I earnestly pray that you will have a “merry” Christmas. I pray you experience at least some significant, memorable moments of joy this day—December 25, 2020. For many, this has been a year of suffering and heart-break. I have friends and family members who are mourning the death of a spouse. Some, as recently as yesterday.
We are human, made with emotions. We are going to feel hurt when disappointments come. There are times when that hurt is deep. During one of those times in my life, I was driving past a farm and saw a tractor plowing deep furrows, churning and breaking up the sod. I thought, “I can relate. That is exactly how I feel right now.” What I was going through left my heart feeling shredded and torn and broken, like a fresh-plowed field.
It is through those kinds of experiences that we learn that we are indeed heirs of “all things.” God has given us “all things.” God will use “all things” to grow us, and teach us, and mold us into His own image and likeness. All things. Yes, even the bad things, are given to us. I don’t mean that in the sense that God causes them. He’s not sitting around trying to figure out whose turn it is to suffer and saying, “Oh! You look like you could use some misery! Here! Let me give you some.”
Rather, our misery is most often the result of the sinfulness that entered the world soon after man did, and it is just part of life under the sun. But God says, “Here. Let me take this experience you are going through, as good or as bad as it may be, and use it in such a way that life comes from it. I will comfort you, encourage you, grow you, and reveal to you My love.” It is because of that, I have learned I can give thanks, always, for all things. Everything. Nothing is excluded. Do I want to experience pain or loss of any kind? Nope. Not even a little bit. Yet I know the God who promised is faithful. So everything is for my good. Everything can result in thanksgiving being given to Him. So, I’m not going to wait until I come out on the “good” end of the experience. It may be faint, and struggling, and sometimes half-hearted, but I am going to begin now, in the midst of the storm being thankful, for all things.

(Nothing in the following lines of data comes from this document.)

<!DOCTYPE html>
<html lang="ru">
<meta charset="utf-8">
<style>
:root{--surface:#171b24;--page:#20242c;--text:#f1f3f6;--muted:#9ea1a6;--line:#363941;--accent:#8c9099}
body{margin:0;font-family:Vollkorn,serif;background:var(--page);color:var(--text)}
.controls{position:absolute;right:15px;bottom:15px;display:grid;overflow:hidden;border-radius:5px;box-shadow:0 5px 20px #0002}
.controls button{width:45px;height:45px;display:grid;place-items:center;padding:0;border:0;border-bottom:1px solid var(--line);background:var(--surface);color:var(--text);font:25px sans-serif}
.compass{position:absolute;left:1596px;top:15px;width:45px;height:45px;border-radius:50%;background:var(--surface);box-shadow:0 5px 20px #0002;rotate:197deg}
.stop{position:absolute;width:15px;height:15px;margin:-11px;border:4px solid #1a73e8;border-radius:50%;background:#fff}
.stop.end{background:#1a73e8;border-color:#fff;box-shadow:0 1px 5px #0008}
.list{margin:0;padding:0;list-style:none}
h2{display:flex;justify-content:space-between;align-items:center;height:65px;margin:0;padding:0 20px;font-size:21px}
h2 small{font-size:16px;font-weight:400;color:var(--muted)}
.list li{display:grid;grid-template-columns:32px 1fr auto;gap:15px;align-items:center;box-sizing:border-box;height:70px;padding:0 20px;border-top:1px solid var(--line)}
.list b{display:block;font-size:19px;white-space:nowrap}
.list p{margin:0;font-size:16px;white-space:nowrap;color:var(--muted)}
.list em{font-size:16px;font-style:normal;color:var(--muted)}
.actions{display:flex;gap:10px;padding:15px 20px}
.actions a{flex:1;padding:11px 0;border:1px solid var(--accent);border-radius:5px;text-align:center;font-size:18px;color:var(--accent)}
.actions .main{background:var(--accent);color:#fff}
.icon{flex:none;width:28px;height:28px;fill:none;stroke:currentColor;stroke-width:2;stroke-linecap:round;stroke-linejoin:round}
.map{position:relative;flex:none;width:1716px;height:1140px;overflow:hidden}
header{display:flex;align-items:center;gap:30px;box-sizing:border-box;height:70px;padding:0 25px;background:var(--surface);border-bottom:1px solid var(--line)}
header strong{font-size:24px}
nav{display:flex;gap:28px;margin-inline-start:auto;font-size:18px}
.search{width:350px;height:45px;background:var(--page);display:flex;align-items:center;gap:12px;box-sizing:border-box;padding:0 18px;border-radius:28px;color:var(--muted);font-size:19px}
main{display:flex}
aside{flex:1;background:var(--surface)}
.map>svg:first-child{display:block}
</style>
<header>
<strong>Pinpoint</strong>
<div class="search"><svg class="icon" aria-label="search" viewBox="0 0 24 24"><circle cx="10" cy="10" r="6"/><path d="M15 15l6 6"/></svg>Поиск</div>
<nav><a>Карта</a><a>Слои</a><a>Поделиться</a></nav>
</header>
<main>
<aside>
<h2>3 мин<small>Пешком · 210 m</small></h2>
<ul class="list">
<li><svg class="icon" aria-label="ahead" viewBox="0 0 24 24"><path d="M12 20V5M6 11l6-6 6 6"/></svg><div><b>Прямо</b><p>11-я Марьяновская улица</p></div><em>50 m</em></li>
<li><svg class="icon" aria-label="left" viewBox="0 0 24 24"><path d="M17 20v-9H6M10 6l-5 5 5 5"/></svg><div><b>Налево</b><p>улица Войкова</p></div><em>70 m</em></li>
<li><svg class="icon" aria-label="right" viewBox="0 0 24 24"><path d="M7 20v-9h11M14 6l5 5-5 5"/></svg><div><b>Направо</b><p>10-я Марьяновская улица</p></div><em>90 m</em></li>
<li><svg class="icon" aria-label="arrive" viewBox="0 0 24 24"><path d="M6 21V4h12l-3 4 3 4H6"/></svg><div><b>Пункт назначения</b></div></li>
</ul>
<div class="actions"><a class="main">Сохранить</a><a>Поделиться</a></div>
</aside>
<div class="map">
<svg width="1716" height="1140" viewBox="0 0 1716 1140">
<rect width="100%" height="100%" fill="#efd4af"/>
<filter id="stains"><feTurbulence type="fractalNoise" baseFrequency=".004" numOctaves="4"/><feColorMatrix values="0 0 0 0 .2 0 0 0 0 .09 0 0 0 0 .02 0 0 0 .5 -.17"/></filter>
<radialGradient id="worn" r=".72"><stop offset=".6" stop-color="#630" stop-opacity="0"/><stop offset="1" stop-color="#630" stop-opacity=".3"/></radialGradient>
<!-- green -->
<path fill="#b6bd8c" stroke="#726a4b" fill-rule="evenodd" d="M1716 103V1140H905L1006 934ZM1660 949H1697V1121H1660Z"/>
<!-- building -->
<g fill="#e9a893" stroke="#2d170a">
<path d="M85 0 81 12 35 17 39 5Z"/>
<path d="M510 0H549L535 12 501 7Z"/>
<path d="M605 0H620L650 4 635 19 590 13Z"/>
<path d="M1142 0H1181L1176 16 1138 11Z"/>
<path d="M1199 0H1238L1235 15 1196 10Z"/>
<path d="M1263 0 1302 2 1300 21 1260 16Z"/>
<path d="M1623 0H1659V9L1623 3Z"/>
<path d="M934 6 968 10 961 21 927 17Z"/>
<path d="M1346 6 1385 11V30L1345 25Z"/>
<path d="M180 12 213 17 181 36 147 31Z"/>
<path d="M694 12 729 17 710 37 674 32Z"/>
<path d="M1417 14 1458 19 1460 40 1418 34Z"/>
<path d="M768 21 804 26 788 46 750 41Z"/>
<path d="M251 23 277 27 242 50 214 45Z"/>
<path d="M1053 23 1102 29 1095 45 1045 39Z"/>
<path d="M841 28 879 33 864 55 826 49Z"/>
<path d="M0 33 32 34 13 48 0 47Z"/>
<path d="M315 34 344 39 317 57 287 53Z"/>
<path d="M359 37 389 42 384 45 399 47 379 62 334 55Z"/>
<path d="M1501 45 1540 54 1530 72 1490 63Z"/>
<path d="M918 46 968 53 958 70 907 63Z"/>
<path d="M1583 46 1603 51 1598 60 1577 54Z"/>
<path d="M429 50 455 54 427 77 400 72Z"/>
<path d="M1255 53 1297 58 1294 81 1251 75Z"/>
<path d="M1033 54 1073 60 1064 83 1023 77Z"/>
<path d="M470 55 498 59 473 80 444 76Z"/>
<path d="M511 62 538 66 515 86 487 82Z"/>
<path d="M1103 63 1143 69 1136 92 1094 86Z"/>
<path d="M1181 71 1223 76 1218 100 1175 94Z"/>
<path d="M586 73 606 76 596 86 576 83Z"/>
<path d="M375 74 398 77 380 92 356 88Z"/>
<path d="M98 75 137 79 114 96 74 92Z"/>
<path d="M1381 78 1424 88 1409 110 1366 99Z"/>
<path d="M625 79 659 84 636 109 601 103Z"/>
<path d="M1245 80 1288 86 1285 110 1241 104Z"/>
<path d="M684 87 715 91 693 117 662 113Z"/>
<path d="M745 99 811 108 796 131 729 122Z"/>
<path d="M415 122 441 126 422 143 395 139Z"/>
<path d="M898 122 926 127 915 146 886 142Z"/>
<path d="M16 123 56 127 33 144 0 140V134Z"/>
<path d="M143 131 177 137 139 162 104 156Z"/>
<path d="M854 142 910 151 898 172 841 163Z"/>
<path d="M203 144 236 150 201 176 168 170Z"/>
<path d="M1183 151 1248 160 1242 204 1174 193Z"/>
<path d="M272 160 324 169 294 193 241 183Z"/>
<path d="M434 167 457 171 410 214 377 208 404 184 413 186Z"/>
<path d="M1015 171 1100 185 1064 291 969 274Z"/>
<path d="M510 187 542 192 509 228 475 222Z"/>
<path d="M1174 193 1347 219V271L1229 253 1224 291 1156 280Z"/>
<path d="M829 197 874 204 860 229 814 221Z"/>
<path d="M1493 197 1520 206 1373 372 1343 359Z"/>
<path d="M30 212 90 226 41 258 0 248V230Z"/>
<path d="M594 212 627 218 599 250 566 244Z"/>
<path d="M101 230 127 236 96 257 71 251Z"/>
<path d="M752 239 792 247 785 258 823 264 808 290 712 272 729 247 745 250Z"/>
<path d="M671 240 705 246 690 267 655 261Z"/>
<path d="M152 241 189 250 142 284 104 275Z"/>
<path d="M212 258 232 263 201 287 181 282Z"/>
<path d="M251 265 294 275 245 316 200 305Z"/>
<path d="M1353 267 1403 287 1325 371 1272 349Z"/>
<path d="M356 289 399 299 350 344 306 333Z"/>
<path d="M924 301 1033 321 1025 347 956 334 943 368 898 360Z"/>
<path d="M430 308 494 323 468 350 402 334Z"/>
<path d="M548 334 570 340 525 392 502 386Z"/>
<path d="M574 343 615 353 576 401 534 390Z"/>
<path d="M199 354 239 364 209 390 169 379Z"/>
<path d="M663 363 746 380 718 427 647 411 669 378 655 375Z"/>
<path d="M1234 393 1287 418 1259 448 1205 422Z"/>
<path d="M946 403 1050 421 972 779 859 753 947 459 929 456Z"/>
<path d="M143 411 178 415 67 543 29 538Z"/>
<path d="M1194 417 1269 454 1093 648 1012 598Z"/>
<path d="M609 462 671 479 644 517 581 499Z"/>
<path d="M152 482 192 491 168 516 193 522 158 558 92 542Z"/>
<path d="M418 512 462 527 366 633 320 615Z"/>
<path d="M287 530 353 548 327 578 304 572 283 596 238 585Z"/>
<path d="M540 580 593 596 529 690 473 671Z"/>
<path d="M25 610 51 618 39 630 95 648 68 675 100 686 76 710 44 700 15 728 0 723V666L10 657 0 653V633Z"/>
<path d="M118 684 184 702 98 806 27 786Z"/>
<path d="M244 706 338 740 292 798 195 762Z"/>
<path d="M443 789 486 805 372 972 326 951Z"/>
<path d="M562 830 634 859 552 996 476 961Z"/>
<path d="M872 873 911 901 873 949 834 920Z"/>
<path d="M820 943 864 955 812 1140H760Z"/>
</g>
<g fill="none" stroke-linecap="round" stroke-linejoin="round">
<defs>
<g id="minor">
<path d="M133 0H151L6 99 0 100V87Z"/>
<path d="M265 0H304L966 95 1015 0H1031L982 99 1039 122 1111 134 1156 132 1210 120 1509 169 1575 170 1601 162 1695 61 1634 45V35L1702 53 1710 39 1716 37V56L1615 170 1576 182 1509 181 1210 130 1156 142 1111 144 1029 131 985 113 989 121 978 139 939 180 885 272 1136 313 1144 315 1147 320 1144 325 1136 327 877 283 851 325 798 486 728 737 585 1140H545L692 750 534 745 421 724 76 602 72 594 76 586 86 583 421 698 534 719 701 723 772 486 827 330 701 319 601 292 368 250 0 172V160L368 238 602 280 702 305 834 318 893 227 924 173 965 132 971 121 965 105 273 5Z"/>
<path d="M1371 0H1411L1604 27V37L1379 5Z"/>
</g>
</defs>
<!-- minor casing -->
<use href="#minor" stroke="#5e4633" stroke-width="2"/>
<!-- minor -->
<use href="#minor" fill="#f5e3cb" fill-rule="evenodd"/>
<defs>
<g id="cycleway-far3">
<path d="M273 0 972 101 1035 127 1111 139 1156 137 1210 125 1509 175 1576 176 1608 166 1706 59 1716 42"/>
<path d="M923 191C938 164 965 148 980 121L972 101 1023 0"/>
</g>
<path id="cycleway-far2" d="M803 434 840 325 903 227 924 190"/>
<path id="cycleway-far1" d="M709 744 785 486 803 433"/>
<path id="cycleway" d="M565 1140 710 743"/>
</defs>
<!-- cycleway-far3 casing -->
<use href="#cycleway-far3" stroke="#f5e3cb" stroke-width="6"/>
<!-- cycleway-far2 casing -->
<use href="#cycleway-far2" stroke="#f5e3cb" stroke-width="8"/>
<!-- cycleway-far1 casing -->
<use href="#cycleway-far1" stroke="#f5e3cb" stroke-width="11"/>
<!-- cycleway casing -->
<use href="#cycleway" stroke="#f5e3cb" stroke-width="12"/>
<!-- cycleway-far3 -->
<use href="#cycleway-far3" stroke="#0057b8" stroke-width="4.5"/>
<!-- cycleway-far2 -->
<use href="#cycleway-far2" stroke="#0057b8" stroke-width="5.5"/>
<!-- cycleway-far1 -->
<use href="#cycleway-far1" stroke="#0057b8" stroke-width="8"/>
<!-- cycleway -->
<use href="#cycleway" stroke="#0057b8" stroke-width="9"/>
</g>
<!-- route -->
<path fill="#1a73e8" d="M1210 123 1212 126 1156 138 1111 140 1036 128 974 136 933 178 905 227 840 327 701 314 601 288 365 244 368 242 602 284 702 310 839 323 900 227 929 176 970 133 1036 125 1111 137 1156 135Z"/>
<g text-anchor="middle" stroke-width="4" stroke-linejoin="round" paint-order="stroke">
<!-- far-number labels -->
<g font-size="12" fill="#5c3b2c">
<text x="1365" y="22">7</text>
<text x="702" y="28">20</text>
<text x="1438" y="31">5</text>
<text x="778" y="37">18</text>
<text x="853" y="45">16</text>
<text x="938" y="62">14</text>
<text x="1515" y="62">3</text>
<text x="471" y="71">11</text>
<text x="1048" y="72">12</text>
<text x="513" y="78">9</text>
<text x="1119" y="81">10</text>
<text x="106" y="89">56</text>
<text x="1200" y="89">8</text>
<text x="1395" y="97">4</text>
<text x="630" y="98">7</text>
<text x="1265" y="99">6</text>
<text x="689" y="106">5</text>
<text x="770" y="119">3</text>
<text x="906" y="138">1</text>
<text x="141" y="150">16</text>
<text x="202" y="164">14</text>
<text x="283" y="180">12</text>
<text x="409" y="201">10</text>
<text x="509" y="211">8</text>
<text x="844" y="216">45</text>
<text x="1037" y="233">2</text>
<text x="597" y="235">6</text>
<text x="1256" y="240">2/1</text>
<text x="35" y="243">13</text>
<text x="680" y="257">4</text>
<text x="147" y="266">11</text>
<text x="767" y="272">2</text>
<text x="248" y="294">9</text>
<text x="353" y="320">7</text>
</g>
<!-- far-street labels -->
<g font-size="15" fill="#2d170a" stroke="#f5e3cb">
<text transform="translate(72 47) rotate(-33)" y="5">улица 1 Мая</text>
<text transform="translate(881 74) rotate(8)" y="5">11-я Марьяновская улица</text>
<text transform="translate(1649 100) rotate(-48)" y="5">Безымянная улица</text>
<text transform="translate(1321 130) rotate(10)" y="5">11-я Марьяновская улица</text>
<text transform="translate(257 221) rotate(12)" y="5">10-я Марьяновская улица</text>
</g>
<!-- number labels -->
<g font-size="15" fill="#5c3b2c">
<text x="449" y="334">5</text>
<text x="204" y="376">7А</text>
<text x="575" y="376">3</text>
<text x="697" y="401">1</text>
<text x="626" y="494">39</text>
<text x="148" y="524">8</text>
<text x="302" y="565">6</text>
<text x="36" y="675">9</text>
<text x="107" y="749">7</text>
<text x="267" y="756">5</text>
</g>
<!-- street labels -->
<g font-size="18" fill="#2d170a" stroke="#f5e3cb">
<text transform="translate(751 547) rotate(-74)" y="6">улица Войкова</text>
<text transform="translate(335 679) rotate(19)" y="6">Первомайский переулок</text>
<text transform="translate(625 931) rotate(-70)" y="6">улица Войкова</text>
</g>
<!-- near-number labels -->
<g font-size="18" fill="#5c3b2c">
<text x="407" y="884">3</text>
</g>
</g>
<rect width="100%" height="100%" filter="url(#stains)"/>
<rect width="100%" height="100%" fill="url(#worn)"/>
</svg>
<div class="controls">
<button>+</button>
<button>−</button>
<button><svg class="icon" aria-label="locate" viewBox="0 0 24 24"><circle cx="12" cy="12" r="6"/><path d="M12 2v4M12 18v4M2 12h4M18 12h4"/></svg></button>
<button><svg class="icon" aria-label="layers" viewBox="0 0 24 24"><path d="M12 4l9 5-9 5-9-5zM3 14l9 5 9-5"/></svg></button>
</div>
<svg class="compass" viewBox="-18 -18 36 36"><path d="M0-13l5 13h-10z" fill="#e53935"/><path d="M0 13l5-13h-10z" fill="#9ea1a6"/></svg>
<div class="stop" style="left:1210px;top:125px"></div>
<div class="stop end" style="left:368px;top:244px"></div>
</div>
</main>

Recently, a friend of my wife finished reading my book, “Extreme Gratitude.” She told Trish that several times while reading it, she just wanted to stop and hug us because she just never realized we had suffered so much. We were a little puzzled because we never expected the book could come across that way. On the other hand, if what I did consider to be the message of the book is true, then that is probably why she never realized we had been through “so much.” Neither my blog or my book are written in such a way that, I think, most people would find immediate relief and comfort for whatever they are going through. Rather, I hope to help you find real, lasting, long-term healing and comfort, and a life-view that will see you through the storms and heart-breaks and sufferings as they come.